> **What is being asked**
Report the number of lines in the entries below that include the word "size", and nothing else.

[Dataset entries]
★ ★ ★ ★ ★ ★ ★
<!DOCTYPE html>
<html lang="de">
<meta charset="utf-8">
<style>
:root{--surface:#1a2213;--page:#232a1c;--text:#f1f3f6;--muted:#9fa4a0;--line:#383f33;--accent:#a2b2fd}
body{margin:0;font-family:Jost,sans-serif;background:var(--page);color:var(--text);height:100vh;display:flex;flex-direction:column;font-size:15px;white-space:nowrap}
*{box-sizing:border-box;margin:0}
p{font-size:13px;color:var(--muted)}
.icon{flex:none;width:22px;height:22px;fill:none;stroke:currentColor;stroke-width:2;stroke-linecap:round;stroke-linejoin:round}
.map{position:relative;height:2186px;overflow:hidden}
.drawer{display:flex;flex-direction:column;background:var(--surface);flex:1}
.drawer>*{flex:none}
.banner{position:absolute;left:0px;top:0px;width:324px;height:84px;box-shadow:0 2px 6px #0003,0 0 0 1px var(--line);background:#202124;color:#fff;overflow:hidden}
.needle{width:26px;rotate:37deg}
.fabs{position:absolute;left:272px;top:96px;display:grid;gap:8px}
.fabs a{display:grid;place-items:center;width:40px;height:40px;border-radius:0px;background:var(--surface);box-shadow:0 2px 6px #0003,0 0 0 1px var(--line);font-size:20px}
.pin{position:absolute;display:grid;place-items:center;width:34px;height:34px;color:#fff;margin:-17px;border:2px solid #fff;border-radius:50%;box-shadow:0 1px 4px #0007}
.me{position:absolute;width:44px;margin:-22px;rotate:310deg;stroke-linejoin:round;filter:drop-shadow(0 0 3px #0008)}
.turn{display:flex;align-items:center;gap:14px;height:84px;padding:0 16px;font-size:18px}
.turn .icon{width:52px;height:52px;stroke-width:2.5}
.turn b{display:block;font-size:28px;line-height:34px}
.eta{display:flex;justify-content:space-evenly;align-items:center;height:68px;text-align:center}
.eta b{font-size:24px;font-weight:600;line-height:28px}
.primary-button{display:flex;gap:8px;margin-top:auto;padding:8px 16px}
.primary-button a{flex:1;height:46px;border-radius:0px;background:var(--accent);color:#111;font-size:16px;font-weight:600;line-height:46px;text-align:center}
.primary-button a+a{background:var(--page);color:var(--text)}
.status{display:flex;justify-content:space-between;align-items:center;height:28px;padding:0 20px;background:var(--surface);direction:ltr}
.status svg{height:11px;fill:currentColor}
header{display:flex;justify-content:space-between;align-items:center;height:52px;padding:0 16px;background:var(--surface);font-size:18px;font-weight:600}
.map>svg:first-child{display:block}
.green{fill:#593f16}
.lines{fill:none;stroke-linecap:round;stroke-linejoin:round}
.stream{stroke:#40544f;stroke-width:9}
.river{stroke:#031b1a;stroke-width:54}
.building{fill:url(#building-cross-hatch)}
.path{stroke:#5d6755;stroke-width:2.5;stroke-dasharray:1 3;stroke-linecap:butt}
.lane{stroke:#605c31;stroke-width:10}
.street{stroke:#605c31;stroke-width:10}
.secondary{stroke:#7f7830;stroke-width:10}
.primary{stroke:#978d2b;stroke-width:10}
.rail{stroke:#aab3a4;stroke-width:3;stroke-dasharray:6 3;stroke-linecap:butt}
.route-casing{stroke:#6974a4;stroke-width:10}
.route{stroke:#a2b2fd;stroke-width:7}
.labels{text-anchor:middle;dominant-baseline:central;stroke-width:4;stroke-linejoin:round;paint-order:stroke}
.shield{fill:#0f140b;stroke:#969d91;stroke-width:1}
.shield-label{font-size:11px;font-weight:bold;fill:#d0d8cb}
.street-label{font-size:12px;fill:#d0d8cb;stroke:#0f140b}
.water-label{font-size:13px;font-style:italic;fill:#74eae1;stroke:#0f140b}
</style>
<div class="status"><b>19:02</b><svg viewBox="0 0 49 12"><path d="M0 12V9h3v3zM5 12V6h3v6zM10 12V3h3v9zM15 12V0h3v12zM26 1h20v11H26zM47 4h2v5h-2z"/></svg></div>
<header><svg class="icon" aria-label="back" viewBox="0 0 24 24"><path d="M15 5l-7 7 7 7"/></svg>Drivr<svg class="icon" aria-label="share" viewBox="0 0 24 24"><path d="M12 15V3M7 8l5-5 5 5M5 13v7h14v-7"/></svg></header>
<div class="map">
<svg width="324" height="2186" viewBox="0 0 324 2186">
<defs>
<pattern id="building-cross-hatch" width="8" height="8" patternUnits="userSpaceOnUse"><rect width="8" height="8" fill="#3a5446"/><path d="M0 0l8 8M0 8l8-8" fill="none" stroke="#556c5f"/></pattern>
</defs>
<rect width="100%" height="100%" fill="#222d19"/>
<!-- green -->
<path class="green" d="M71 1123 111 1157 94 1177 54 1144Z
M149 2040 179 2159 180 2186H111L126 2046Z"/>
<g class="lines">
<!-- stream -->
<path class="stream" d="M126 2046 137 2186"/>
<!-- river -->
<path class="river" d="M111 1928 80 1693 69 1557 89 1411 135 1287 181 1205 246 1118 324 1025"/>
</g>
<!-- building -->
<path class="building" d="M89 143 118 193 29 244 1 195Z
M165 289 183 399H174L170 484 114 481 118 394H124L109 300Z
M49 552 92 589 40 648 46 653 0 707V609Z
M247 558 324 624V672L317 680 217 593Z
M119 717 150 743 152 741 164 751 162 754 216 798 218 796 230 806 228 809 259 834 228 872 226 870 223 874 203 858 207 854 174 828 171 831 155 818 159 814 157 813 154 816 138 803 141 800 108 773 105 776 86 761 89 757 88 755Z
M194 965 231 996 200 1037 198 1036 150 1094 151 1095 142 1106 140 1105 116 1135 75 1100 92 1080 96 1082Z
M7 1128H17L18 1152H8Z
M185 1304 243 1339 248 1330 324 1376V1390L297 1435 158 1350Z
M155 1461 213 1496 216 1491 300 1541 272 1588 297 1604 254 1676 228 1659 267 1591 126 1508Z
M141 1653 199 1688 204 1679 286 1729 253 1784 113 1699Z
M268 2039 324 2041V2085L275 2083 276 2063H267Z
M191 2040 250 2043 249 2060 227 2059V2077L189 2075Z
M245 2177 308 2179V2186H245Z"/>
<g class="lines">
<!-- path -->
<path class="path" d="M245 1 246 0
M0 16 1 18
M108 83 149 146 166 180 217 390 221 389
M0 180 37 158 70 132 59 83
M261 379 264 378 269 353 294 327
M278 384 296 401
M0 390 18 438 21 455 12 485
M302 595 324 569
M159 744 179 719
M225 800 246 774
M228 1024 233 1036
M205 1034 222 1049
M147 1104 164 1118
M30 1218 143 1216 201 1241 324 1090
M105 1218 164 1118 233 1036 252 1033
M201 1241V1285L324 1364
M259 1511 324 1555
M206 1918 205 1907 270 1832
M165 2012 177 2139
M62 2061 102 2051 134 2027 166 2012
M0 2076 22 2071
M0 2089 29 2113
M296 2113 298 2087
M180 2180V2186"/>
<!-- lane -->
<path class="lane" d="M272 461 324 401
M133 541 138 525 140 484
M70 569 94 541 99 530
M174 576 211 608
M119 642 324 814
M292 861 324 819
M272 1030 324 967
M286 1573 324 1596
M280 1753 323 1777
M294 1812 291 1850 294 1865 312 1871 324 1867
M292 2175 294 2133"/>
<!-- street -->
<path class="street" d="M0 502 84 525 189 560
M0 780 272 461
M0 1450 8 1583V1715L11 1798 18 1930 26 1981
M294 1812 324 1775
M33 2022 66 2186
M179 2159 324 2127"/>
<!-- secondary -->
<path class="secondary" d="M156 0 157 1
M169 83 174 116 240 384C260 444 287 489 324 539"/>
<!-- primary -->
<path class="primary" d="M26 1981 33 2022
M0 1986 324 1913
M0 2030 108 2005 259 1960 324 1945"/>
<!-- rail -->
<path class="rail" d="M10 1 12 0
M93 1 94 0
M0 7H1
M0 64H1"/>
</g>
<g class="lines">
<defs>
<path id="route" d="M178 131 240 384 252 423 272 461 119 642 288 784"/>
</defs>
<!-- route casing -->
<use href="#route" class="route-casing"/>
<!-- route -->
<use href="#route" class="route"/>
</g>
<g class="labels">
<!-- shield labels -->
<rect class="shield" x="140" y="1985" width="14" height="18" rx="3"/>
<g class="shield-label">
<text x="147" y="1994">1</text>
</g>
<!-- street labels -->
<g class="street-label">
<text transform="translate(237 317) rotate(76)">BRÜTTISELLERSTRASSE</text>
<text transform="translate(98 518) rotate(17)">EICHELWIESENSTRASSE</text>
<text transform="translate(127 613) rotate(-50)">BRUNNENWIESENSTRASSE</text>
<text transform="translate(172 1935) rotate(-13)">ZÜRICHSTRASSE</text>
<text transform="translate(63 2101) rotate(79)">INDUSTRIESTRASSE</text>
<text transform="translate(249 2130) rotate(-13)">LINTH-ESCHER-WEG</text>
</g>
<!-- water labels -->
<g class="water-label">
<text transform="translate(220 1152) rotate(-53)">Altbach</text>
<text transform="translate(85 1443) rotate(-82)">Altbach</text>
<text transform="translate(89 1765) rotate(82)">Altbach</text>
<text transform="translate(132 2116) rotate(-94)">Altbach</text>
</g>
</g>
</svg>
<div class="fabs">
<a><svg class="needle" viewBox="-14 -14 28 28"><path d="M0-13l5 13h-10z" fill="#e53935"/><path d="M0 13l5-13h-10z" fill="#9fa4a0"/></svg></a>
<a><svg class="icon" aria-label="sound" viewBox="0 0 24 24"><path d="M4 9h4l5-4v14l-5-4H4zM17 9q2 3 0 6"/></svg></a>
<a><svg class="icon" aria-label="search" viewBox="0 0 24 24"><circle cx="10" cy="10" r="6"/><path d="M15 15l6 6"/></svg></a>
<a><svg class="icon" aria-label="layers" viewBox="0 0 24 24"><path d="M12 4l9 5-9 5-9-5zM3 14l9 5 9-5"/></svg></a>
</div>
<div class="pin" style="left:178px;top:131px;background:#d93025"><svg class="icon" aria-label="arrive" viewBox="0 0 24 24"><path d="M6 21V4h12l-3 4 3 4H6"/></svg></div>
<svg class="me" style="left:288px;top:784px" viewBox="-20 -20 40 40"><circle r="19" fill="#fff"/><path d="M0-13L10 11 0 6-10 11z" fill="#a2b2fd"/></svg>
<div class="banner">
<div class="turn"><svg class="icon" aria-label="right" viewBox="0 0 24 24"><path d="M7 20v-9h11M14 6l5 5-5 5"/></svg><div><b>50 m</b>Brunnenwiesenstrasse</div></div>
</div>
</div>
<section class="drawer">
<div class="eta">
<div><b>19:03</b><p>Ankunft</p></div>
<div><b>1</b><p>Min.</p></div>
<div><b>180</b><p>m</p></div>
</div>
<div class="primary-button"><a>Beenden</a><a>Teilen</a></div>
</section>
★ ★ ★ ★ ★ ★ ★
> **Task answer**
11